To understand why the .38 Special is a .357 and the .44 Special is a .429, you have to go back to the Civil War. Revolvers in those days were what we call "cap and ball" today, and could be loaded with loose powder, a separate projectile and ignited with a percussion cap.
To make such a revolver, the chambers were drilled from the front, leaving a wall or floor at the back of the chamber. A smaller hole was drilled from the back and threaded for the nipple.
To load such a revolver, point it up, fill a chamber with powder, seat a ball and ram it down. The ball had to be a tight fit and most revolvers had a compound lever mounted under the barrel. A properly sized ball left a thin ring of lead after rammimg. This means the ball, chamber and groove diameter of the barrel were all the same size -- they had to be.

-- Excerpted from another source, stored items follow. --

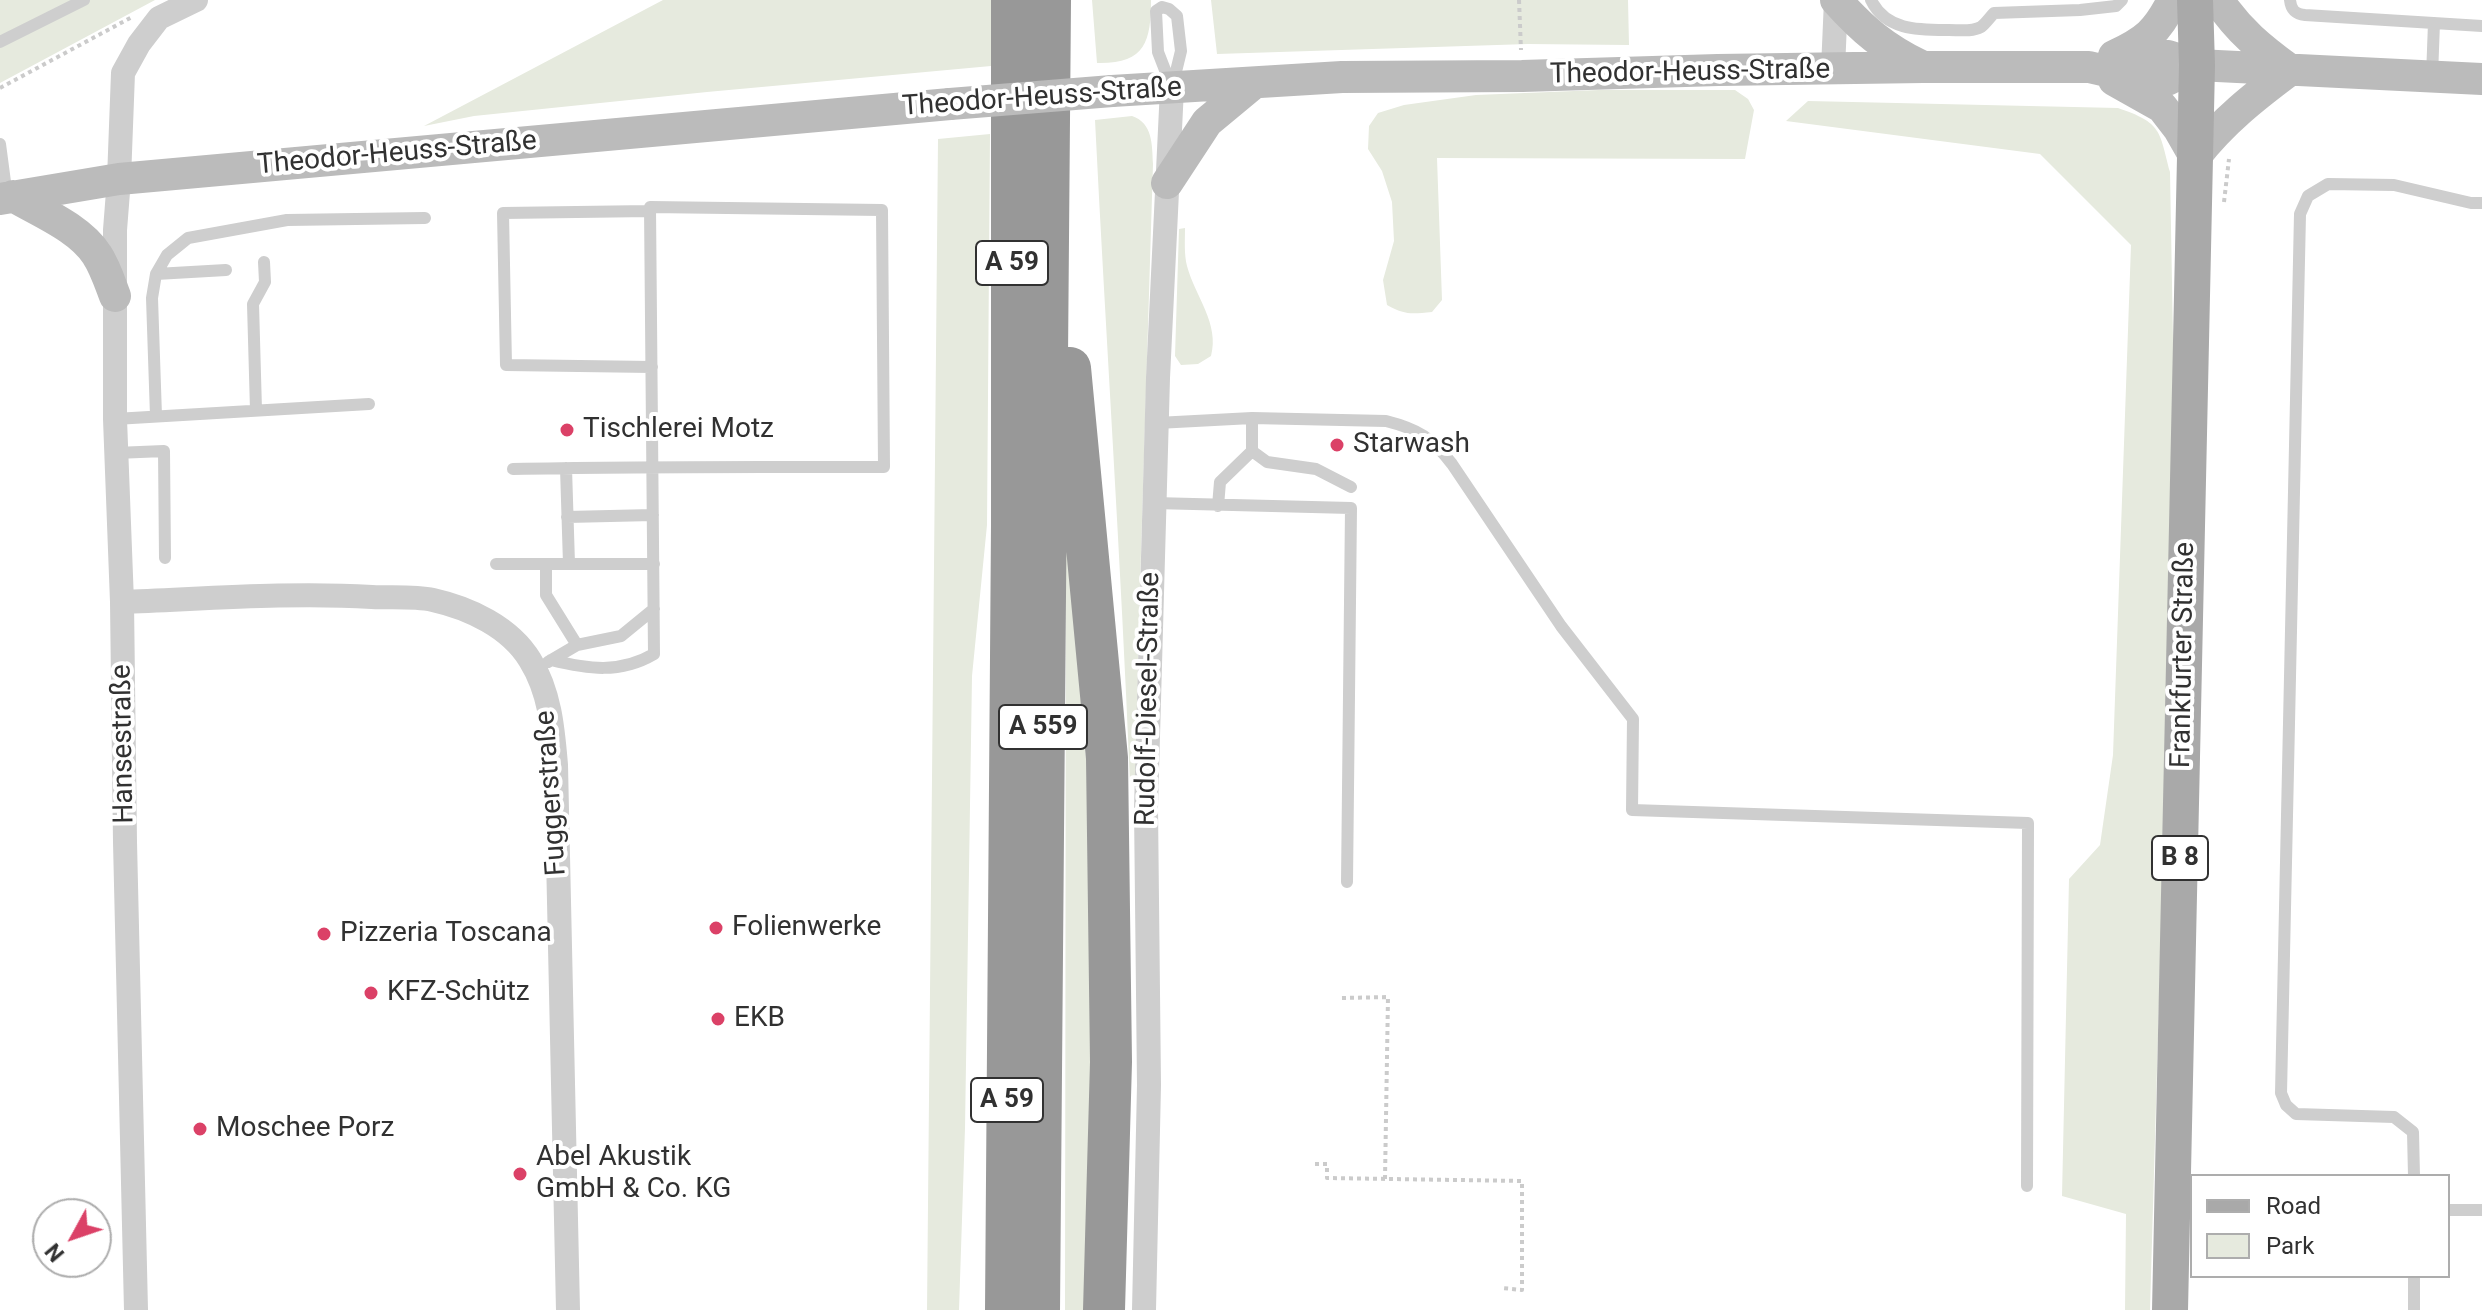 <!DOCTYPE html>
<meta charset="utf-8">
<style>
body{margin:0}
#map{position:relative;width:2482px;height:1310px;overflow:hidden;background:#fff;font-family:Roboto,sans-serif}
canvas{display:block}
.legend{position:absolute;left:2190px;top:1174px;width:260px;height:104px;box-sizing:border-box;background:#fff;border:2px solid #adadad;margin:0;padding:10px 14px;list-style:none;font-size:24px;color:#313131}
.legend li{display:flex;align-items:center;gap:16px;height:40px}
.legend b{width:40px;border:2px solid #adadad}
.north{position:absolute;left:32px;top:1198px;width:80px;height:80px;box-sizing:border-box;background:#fff;border:2px solid #adadad;border-radius:50%;rotate:230deg;font-size:22px;font-weight:700;line-height:32px;text-align:center;color:#313131}
.north::after{content:'';display:block;margin:auto;width:28px;height:36px;background:#db4167;clip-path:polygon(50% 0,100% 100%,50% 72%,0 100%)}
</style>
<div id="map">
<canvas width="2482" height="1310"></canvas>
<ul class="legend">
<li><b style="height:10px;background:#a9a9a9"></b>Road</li>
<li><b style="height:22px;background:#e6eade"></b>Park</li>
</ul>
<div class="north">N</div>
</div>
<script>
const context = document.querySelector('canvas').getContext('2d');
context.lineJoin = 'round';
function fillPath(path, color) { context.fillStyle = color; context.fill(path, 'evenodd'); }
function strokePath(path, color, width, dash) { context.strokeStyle = color; context.lineWidth = width; context.lineCap = dash ? 'butt' : 'round'; context.setLineDash(dash || []); context.stroke(path); }
function drawText(font, color, halo, rows, align = 'center') {
  context.font = font + ' Roboto,sans-serif'; context.lineWidth = 8; context.setLineDash([]); context.textBaseline = 'middle'; context.strokeStyle = halo; context.fillStyle = color; for (const [text, x, y, turn = 0] of rows) {
    context.save(); context.translate(x, y); context.rotate((+turn || 0) * Math.PI / 180); context.textAlign = isNaN(turn) ? turn : align; if (halo) context.strokeText(text, 0, 0); context.fillText(text, 0, 0); context.restore();
  }
}
const green = new Path2D(`
 M0,0H155L0,83Z
 M663,0H992L991,66L707,92L474,116L424,126Z
 M1092,0H1151C1151,42 1145,64 1097,63Z
 M1211,0H1628L1629,45L1528,44L1217,54Z
 M1599,90H1735L1748,99L1754,110L1745,159L1437,158L1442,300L1432,312C1411,314 1405,315 1387,305L1383,280L1394,241L1392,202L1382,171L1368,149L1369,126L1378,113L1404,105L1476,95Z
 M1808,101L2118,108C2162,123 2159,130 2170,172L2175,450L2150,1310H2125L2126,1214L2062,1196L2069,879L2100,845L2113,755L2131,245L2040,154L1786,121Z
 M1132,116C1153,123 1152,145 1153,164L1138,650L1137,778L1130,783C1121,561 1106,341 1095,120Z
 M990,134L987,525L972,676L965,1128L959,1310H927L938,139Z
 M1185,228C1185,241 1184,254 1187,266C1195,296 1220,324 1211,356L1198,364L1181,365L1175,356L1179,229Z
 M1066,534L1087,769L1091,1074L1088,1310H1065Z`);
const path = new Path2D(`
 M1519,0L1521,50
 M0,88L132,17
 M2224,202L2229,159
 M1342,998L1388,997L1385,1179
 M1315,1164H1327V1178L1522,1181V1290L1502,1288`);
const lane = new Path2D(`
 M1871,0C1886,31 1919,30 1949,30C1959,30 1972,32 1981,27C1986,23 1990,17 1994,13L2080,10L2116,6L2122,0
 M2290,0C2291,10 2295,14 2305,15L2482,26
 M1162,7L1169,9L1177,16L1181,51L1172,88L1158,52L1156,11Z
 M0,42L84,0
 M2432,76L2434,23
 M0,144L7,197
 M650,211L503,213L506,365L652,367
 M156,274L226,270
 M256,410L253,304L265,282L264,262
 M156,416L152,298L156,274L167,255L188,238L287,220L425,218
 M115,419L369,404
 M1157,423L1252,418L1386,421C1418,429 1432,438 1452,464L1561,626L1633,719L1632,810L2028,823L2027,1186
 M1252,451L1267,462L1316,469L1351,487
 M116,453L164,451L165,558
 M513,469C636,466 760,467 884,467L882,210L650,207L654,654C620,674 588,669 551,660
 M1154,503L1351,508L1347,882
 M1218,506L1220,482L1252,451V418
 M567,517L653,515
 M496,564H546V595L577,645
 M546,564H569L566,468
 M569,564H654
 M548,662L577,645L621,636L654,609
 M2414,1176L2413,1132L2394,1117L2296,1114L2286,1105L2281,1093L2300,214L2308,196L2328,184L2394,185L2471,203H2482
 M2448,1210H2482
 M2414,1310V1276`);
const street = new Path2D(`
 M1833,69L1836,0
 M122,602C205,599 289,592 372,597C392,598 414,596 433,600C469,608 510,627 530,660C550,692 553,729 556,765L568,1310
 M136,1310L125,842L122,602L115,419V230L119,179L123,73L139,44L159,18L196,0
 M1144,1310L1149,1085L1146,808L1158,378L1172,88`);
const secondary = new Path2D(`
 M1836,0C1863,30 1884,48 1921,66
 M2218,0C2239,31 2260,48 2290,70
 M2118,54L2168,56L2197,65L2482,79
 M2114,56C2146,41 2157,32 2173,0
 M2114,80L2162,107L2179,129L2195,157C2222,122 2255,96 2290,70
 M1112,91L1342,77L1522,76L1718,70L1923,67H2089L2128,76L2167,80L2197,65
 M1167,183L1207,122L1254,83
 M13,196C40,212 80,228 97,255C105,267 110,283 115,296
 M0,199L119,179L950,104`);
const primary = new Path2D(`
 M2170,1310L2197,65L2195,0`);
const highway = new Path2D(`
 M1070,368L1107,758L1111,1062L1104,1310
 M1006,1310L1012,526V0
 M1039,1310L1050,0`);
const secondaryBridge = new Path2D(`
 M950,104L1112,91`);
const markers = [
 [567,430,8,"#db4167"],
 [1337,445,8,"#db4167"],
 [716,928,8,"#db4167"],
 [324,934,8,"#db4167"],
 [371,993,8,"#db4167"],
 [718,1019,8,"#db4167"],
 [200,1129,8,"#db4167"],
 [520,1174,8,"#db4167"]
];
const shields = [
 [1012,263,72],
 [1043,727,88],
 [2180,858,56],
 [1007,1100,72]
];
const shieldNames = [
 ["A 59",1012,263],
 ["A 559",1043,727],
 ["B 8",2180,858],
 ["A 59",1007,1100]
];
const streetNames = [
 ["Theodor-Heuss-Straße",1690,73,-1],
 ["Theodor-Heuss-Straße",1042,98,-4],
 ["Theodor-Heuss-Straße",397,154,-5],
 ["Frankfurter Straße",2184,655,-89],
 ["Rudolf-Diesel-Straße",1149,699,-89],
 ["Hansestraße",124,744,-91],
 ["Fuggerstraße",552,793,-94]
];
const poiNames = [
 ["Tischlerei Motz",583,430],
 ["Starwash",1353,445],
 ["Folienwerke",732,928],
 ["Pizzeria Toscana",340,934],
 ["KFZ-Schütz",387,993],
 ["EKB",734,1019],
 ["Moschee Porz",216,1129],
 ["Abel Akustik",536,1158],
 ["GmbH & Co. KG",536,1190]
];
fillPath(green, '#e6eade');
strokePath(path, '#cbcbcb', 4, [4, 4]);
strokePath(lane, '#cecece', 12);
strokePath(street, '#cecece', 24);
strokePath(secondary, '#bbb', 32);
strokePath(primary, '#a9a9a9', 36);
strokePath(highway, '#989898', 42);
strokePath(secondaryBridge, '#bbb', 32);
for (const [x, y, r, color] of markers) { const dot = new Path2D(); dot.arc(x, y, r, 0, 2 * Math.PI); context.fillStyle = color; context.fill(dot); strokePath(dot, '#fff', 3); }
for (const [x, y, w] of shields) { const box = new Path2D(); box.roundRect(x - w / 2, y - 22, w, 44, 6); context.fillStyle = '#fff'; context.fill(box); strokePath(box, '#313131', 2); }
drawText('bold 26px', '#313131', null, shieldNames);
drawText('28px', '#313131', '#fff', streetNames);
drawText('28px', '#313131', '#fff', poiNames, 'left');
</script>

After loading was complete, the chamber mouths were filled with grease -- lead bullets must be lubricated, especially if used in rifled barrels -- and the nipples capped.
After the Civil War, metallic cartridges were the wave of the future. A brass or copper case, containing a primer or priming mixture was filled with powder and a bullet crimped in the case mouth. This made a tight, rugged waterproof package that could be loaded more quickly than the old cap-and-ball arrangement. To make such a revolver was simple -- just bore the chambers all the way through, add a loading gate on the recoil shield, and reshape the hammer to set off the primer.
But wait! If the cartridge case goes inside the chamber, and the bullet goes inside the case, then the bullet must be smaller than the barrel! It won't shoot accurately.
The solution to this was the heeled bullet -- the cylindrical bullet had a reduce-diameter base (the heel) that fit inside the case. The rest of the bullet was left groove diameter. And the grease was smeared on the bullet.
And the grease picked up grit and crud, dried out in the sun, got rubbed off when carried in the pockets and so on. Back to the drawing board. The new bullet was made the same size as the original heel, with grease grooves and seated in the case deep enough so the grooves were below the case mouth. This is called an "inside lubricated" bullet and is the answer to the problem -- inside lubricated bullets are the standared for lead bullets to this day.
But now the bullet is too small for the barrel. There were two choices -- make the bullet, case, chamber, cylinder and revolver frame all bigger, or just make the barrel smaller. The latter was the obvious choice.
The .38 was reduced to about .36, the .44 (which was closer to .45 in the original heeled bullet) to about .43. But they retained their original caliber designations and were offered with soft lead bullets with hollow bases, which would still shoot passibly well in older revolvers with the larger bores.